Dans la tradition indienne une œuvre n’est ni déjà là sous [sa] forme, ni entièrement inventée. Le musicien indien ne la compose pas complètement, et ne la reproduit pas non plus complètement. À l’opposé, ces « alternatives » n’existent pas pour un musicien occidental. En tant qu’interprète, il est confronté à la notion d’œuvre d’art identique. En tant que compositeur, par contre, il peut explorer tous les possibles ; ouvrant ainsi à une « évolution musicale » constante, là où la musique indienne reste prisonnière, même dans l’improvisation, d’une trame de fond indépassable.
Günther Anders s’intéressant à la musique instrumentale (classique), on se prend à rêver à ce qu’il aurait pu penser des musiques électroniques actuelles dans toutes leurs diversités. Peut-être en aurait-il tiré de nouvelles approches, une autre phénoménologie de l’écoute qu’il esquisse également dans un des textes présentés… À l’inverse, peut-être aurait-il été dérouté par l’ambient ou le dub (au hasard, as usual…).

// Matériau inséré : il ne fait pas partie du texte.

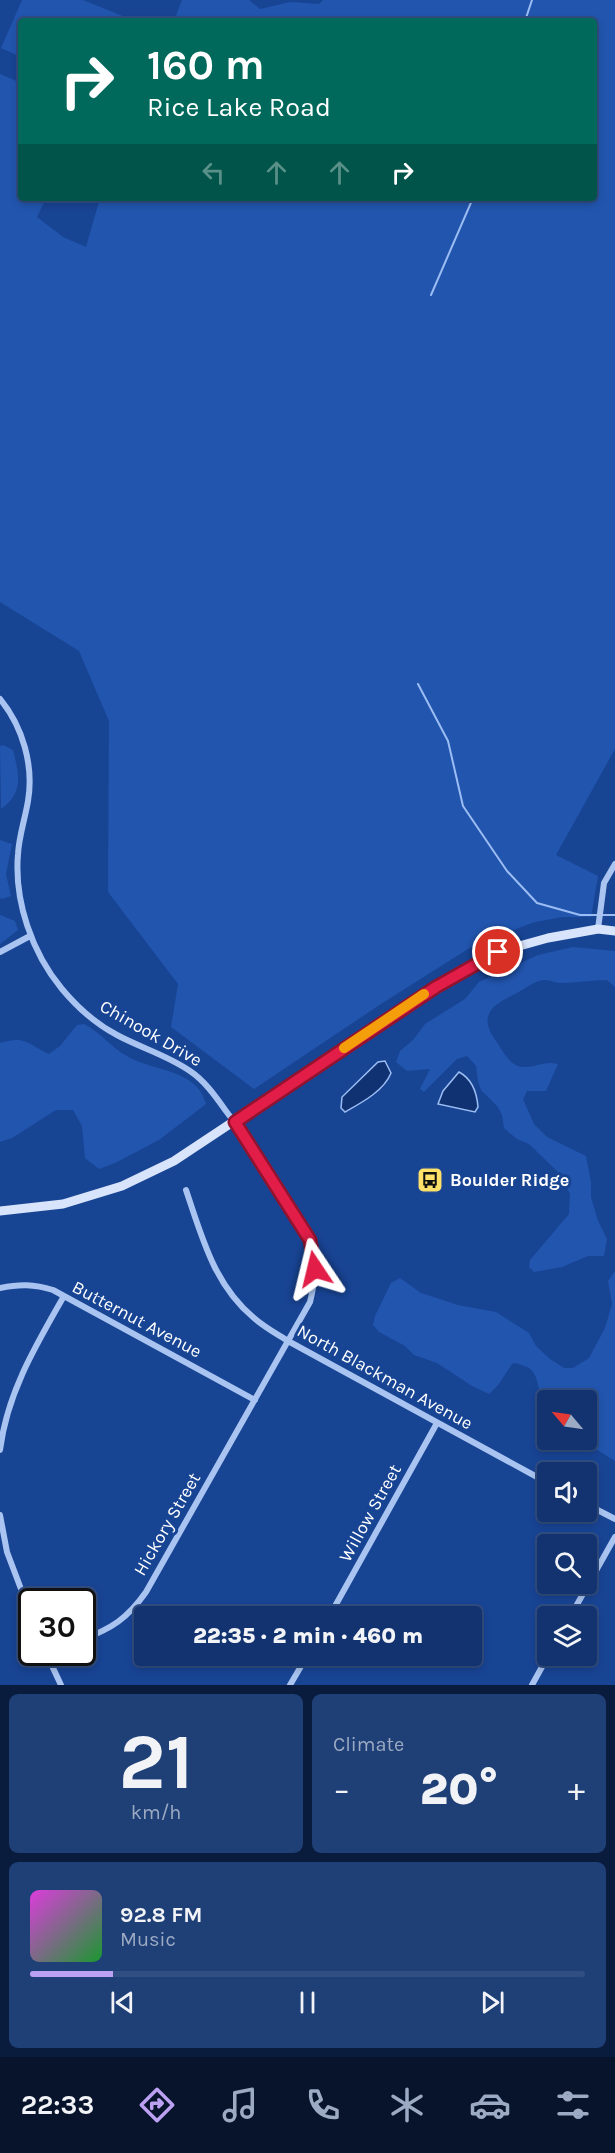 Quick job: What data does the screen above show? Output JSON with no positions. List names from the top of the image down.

Possible, car s’il reste à l’écoute des nouvelles formes d’expressions musicales qui émergent après-guerre, dont la musique sérielle, le jazz, la musique électroacoustique avec Stockhausen, en revanche, comme le note Reinhard Ellensohn dans la postface, il semble perdre pied (sans mauvais jeu de mots…) à l’écoute de Boulez : même moi, je n’y comprends plus rien…
Laurent Diouf
Günther Anders, Phénoménologie de l’écoute (éditions Philharmonie de Paris / coll. La Rue Musicale, septembre 2020)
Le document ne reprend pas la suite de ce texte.